■ WORK INSTRUCTION ■
Return, word for word, only the lines of the data below that lie between the line with "g.rotate((+turn || 0) * Math.PI / 180);" and the line with "M148 359 155", those two lines included.

■ SOURCE DATA ■
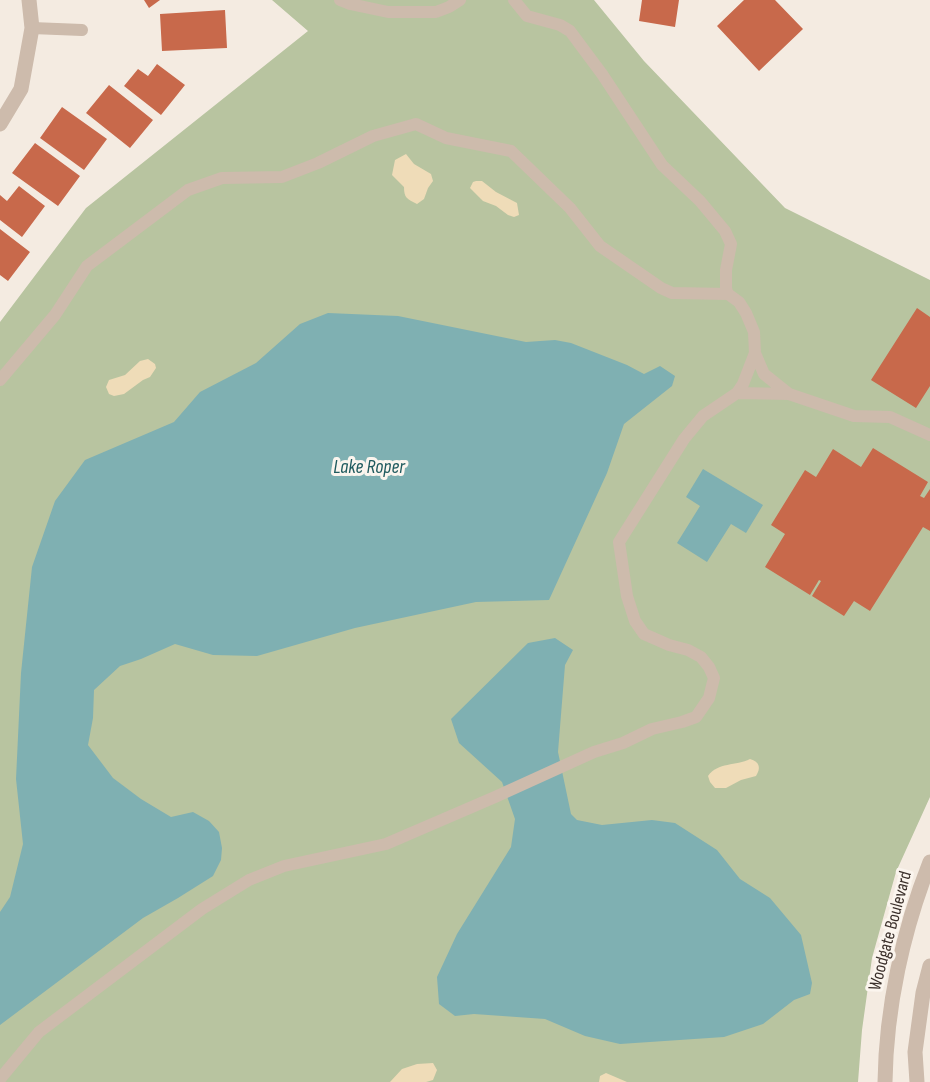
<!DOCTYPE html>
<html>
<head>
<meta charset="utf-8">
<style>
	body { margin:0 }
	canvas { display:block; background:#f4ebe1 }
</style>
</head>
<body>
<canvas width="930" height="1082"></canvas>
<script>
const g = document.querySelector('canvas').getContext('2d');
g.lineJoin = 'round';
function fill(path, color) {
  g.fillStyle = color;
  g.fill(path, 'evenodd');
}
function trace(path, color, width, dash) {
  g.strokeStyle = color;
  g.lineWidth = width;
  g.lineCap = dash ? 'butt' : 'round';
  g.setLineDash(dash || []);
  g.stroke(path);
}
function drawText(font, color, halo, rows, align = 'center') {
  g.font = font + ' "Sofia Sans Condensed",sans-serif';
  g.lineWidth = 6;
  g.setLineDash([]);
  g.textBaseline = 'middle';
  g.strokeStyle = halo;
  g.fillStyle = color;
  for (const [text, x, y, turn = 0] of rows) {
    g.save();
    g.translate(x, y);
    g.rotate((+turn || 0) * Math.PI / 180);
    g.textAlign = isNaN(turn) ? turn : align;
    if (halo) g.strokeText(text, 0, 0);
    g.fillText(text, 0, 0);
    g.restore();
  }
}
fill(new Path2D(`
	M272 0H594L644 61 785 208 930 280V797L896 872 872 958 862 1030 858 1082H0V322L86 208 308 31Z`), '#b8c4a0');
fill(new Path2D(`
	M406 154 414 164 431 174 433 181 428 188 424 199 417 204C407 199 404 198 404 187L392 175 395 160Z
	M476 181H482L496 192 517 203 519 215 514 217 508 215 496 206 483 201 470 188 473 182Z
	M148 359 155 364 156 368 150 377 143 380 124 394 114 396 109 394 106 387 109 380 125 375 140 361Z
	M750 759C760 762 761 768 756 776L741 780 726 788H715L710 782 708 776C718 762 736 766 750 759Z
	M433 1063 437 1070 433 1080 426 1082H390L402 1069 417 1064Z
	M606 1073 627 1082H599L600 1076Z`), '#efdcb8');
fill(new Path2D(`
	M328 313 398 316 526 342 555 340 571 343 627 365 644 374 660 366 675 376 672 386 624 424 607 473 549 600 476 602 355 628 257 656 213 655 175 644 141 659 120 666 94 690 93 718 88 745 113 778 141 799 171 817 193 812 209 821 219 832 222 848 221 860 213 876 178 898 143 918 0 1025V912L10 897 23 844 16 779 21 673 32 567 55 501 85 460 174 422 200 392 256 363 300 324Z
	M703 469 763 505 746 533 731 524 707 562 677 543 700 506 686 497Z
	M555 638 573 650 565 665 558 752 571 814 577 820 602 825 652 820 675 823 717 850 740 879 770 898 801 935 812 983 810 994 794 1000 763 1024 724 1037 620 1044 585 1036 545 1019 474 1014 455 1016 439 1004 437 977 457 934 511 847 515 819 502 782 459 743 451 719 528 643Z`), '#7fb0b2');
fill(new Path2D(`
	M144 0H160L149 8Z
	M642 0H679L675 27 639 21Z
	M744 0H775L803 29 759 71 717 26Z
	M225 10 227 48 162 51 160 14Z
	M157 64 185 85 161 115 124 86 138 69 148 76Z
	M109 85 153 120 130 148 86 113Z
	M62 107 107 139 84 170 40 138Z
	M35 143 80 176 58 206 12 173Z
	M19 186 45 206 22 237 0 220V195L7 201Z
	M0 229 30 252 8 281 0 275Z
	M917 308 930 317V386L916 408 871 380Z
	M873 448 928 482 920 496 924 498 930 489V531L923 527 870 611 854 601 844 616 812 596 821 581 819 580 810 595 765 567 785 534 771 525 805 470 816 477 833 449 861 467Z`), '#c8694b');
trace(new Path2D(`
	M340 0 350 4 388 12H436L449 7 460 0
	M32 28 82 30
	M755 353 764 374 789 394 854 416 890 417 930 435
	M0 380 55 315 87 266 188 190 222 178 282 177 318 163 373 136 416 124 446 138 511 151 570 208 600 246 661 288 672 293 728 294
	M737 393 789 394
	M0 1079 39 1032 202 909 249 880 284 866 386 844 495 797 594 752 623 743 652 729 682 722 696 717 709 698 714 678 709 667 701 657 688 650 669 645 644 634 635 621 627 596 619 542 684 439 703 416 737 393 743 384 755 353 754 332 746 313 739 302 728 294 726 289V270L731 244 725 231 700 201 662 165 602 74 570 31 560 25 527 16 514 0`), '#cdbbac', 12);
trace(new Path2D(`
	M0 124 21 89 32 28 29 0
	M885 1082C886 1008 903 930 930 862
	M917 1082 915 1052 923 993 930 966`), '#cdbbac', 15);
drawText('18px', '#3b302b', '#fbf5ee', [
	["Woodgate Boulevard",891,931,-75]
]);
drawText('italic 20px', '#1f5a5e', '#fbf5ee', [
	["Lake Roper",369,468]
]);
</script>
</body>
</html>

■ WRITTEN ANSWER ■
    g.rotate((+turn || 0) * Math.PI / 180);
    g.textAlign = isNaN(turn) ? turn : align;
    if (halo) g.strokeText(text, 0, 0);
    g.fillText(text, 0, 0);
    g.restore();
  }
}
fill(new Path2D(`
	M272 0H594L644 61 785 208 930 280V797L896 872 872 958 862 1030 858 1082H0V322L86 208 308 31Z`), '#b8c4a0');
fill(new Path2D(`
	M406 154 414 164 431 174 433 181 428 188 424 199 417 204C407 199 404 198 404 187L392 175 395 160Z
	M476 181H482L496 192 517 203 519 215 514 217 508 215 496 206 483 201 470 188 473 182Z
	M148 359 155 364 156 368 150 377 143 380 124 394 114 396 109 394 106 387 109 380 125 375 140 361Z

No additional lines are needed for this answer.